What is being asked: Go line by line through the listing below and copy those that hold "positions".

◆ ◆ ◆ ◆ ◆ ◆ ◆

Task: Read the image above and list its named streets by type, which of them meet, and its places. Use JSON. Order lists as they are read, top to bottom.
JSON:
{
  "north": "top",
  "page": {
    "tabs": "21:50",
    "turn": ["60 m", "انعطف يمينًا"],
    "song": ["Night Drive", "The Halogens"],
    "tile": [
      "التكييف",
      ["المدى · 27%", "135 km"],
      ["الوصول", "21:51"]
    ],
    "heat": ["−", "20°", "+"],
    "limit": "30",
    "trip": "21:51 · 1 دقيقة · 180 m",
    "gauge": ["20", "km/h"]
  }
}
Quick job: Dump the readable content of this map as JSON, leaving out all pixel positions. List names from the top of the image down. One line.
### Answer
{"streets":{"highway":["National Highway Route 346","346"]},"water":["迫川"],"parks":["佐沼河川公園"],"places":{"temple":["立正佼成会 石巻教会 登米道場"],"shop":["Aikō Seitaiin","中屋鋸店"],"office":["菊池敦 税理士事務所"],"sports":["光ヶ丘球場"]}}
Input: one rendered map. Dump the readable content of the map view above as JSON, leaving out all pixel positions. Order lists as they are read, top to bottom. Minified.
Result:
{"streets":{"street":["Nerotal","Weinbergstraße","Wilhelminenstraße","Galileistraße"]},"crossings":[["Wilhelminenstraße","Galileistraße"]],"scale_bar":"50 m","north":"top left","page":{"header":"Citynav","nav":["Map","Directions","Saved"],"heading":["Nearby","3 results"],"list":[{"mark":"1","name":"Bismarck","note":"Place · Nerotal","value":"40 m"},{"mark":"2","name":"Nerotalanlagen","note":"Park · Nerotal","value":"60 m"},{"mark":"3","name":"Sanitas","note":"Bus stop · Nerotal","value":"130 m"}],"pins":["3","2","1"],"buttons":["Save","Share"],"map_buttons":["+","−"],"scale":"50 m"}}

◆ ◆ ◆ ◆ ◆ ◆ ◆

Problem solution:
Quick job: Dump the readable content of this map as JSON, leaving out all pixel positions. List names from the top of the image down. One line.
Input: one rendered map. Dump the readable content of the map view above as JSON, leaving out all pixel positions. Order lists as they are read, top to bottom. Minified.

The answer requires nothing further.